(Task item): Which lines in the data below contain the word "Panda"? Return each of them.

(Given data):
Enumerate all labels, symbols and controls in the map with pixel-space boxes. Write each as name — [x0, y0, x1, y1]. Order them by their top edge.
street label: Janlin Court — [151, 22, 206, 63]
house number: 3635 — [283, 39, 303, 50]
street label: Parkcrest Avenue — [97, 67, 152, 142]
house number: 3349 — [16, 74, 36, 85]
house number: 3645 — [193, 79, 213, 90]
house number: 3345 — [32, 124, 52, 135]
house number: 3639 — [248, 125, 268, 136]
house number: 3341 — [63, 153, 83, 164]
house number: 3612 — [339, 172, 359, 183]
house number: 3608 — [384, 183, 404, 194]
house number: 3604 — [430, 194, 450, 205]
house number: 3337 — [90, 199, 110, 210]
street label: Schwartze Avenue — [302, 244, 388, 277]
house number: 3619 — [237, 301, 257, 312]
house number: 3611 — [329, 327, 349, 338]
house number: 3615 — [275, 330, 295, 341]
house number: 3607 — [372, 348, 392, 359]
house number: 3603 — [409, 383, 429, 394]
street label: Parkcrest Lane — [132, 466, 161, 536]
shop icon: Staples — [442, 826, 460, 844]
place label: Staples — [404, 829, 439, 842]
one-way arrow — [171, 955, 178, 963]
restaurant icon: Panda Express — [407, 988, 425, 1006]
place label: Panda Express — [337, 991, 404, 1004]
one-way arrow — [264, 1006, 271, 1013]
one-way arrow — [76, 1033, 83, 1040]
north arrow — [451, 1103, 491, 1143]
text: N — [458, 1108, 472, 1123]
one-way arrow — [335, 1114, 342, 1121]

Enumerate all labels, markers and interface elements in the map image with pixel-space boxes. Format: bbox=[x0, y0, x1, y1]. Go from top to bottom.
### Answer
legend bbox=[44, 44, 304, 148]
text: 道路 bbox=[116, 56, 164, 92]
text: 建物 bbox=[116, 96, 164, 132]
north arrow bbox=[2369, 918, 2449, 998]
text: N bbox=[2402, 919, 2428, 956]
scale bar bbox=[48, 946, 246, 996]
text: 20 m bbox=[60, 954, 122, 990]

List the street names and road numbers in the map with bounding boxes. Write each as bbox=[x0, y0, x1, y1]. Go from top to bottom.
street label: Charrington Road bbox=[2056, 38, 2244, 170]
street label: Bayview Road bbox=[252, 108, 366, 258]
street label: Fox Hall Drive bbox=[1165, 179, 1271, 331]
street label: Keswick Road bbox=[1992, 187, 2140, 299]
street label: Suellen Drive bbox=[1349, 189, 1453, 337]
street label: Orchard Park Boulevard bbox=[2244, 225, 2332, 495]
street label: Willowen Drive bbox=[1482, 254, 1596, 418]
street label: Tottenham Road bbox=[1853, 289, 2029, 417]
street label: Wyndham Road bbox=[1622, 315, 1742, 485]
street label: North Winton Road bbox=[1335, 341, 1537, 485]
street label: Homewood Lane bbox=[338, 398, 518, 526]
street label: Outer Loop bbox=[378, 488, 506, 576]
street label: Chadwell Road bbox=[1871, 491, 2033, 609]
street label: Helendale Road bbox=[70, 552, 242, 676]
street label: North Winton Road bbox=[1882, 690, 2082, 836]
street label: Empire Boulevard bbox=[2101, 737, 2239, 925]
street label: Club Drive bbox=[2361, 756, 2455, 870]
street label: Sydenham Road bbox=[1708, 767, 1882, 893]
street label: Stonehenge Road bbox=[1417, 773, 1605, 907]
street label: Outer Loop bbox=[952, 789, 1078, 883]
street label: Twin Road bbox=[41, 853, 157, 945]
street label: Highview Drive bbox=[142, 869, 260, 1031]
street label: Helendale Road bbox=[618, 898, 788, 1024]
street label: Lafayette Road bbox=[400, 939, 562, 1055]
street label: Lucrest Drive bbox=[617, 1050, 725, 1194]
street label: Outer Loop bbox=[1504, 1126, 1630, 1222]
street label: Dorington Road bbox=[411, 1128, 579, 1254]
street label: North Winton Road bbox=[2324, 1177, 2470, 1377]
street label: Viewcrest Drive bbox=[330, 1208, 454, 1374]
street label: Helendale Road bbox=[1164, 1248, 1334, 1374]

(Answer for this exercise):
restaurant icon: Panda Express — [407, 988, 425, 1006]
place label: Panda Express — [337, 991, 404, 1004]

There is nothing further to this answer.